14:36 <hkaiser> jbjnr_: dataflow creates the thread here:

14:36 <hkaiser> https://github.com/STEllAR-GROUP/hpx/blob/master/hpx/lcos/dataflow.hpp#L290-L293

14:38 <jbjnr_> looks like doth then also is broken

14:38 <jbjnr_> balls.

14:38 <hkaiser> .then() dispatches through executor::post as well

14:39 <jbjnr_> thanks. I' will investigate

14:39 <hkaiser> jbjnr_: I can have a look, if you want - would need a small self-contained example, though

14:48 nikunj has quit [Ping timeout: 265 seconds]

14:50 <diehlpk_work> simbergm, The Fedora builds for HPX 1.4 are fine

14:50 hkaiser has quit [Quit: bye]

14:50 <jbjnr_> hkaiser: it looks like dataflow wraps the callable in so many other callables that the annotation type is no longer seen when it gets to the post level

14:51 <K-ballo> "so many"

14:51 <jbjnr_> well 15 levels of call stack, maybe only a coupld of actual invokes

14:52 nikunj has joined #ste||ar

14:53 <K-ballo> I like that it sounds as a mater of quantity, as if N levels of wrapping where ok but N+1 is too many

14:53 <K-ballo> s/where/were

14:55 <jbjnr_> unfortunately, it only takes one level of wrapping for the type of the iner function to be lost

14:59 <diehlpk_work> simbergm, I just checked and the failed build on s390s are due to https://pagure.io/fedora-infrastructure/issue/8522

15:19 ritvik99 has joined #ste||ar

15:20 <simbergm> diehlpk_work: thanks, very good to hear!

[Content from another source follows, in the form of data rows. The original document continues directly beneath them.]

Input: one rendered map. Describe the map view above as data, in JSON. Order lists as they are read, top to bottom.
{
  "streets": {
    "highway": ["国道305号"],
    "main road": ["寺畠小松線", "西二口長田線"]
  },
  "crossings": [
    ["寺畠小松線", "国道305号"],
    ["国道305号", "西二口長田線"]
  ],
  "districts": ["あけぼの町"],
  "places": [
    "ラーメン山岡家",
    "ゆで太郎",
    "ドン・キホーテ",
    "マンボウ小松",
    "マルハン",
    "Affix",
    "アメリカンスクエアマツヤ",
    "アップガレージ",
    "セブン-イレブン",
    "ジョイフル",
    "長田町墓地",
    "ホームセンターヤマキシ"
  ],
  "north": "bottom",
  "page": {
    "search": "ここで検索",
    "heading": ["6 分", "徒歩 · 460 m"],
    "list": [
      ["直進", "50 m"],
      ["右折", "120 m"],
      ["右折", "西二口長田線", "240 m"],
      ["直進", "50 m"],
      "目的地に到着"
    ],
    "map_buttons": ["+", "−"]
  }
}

15:21 ritvik99 has quit [Remote host closed the connection]

15:21 ritvik99 has joined #ste||ar

15:24 adi_ahj has quit [Quit: adi_ahj]

15:25 <mdiers_> jbjnr_: here is the small example: https://gist.github.com/m-diers/c557801344f5652e12a8850c51a23b21

15:28 hkaiser has joined #ste||ar

15:32 <diehlpk_work> nikunj, yet?

15:32 <nikunj> diehlpk_work, here

15:32 <nikunj> did you get the ssh access?

15:32 <diehlpk_work> Not yet

15:33 <nikunj> diehlpk_work, btw did you send them the email?

15:33 <diehlpk_work> Yes, I sent them the document and he told me that he will forward it to Japan, so they could prepare the testbed

15:34 <nikunj> great! so we should have the access soon. Did you tell Karame about it?

15:34 <diehlpk_work> Yes

15:34 ritvik99 has quit [Ping timeout: 265 seconds]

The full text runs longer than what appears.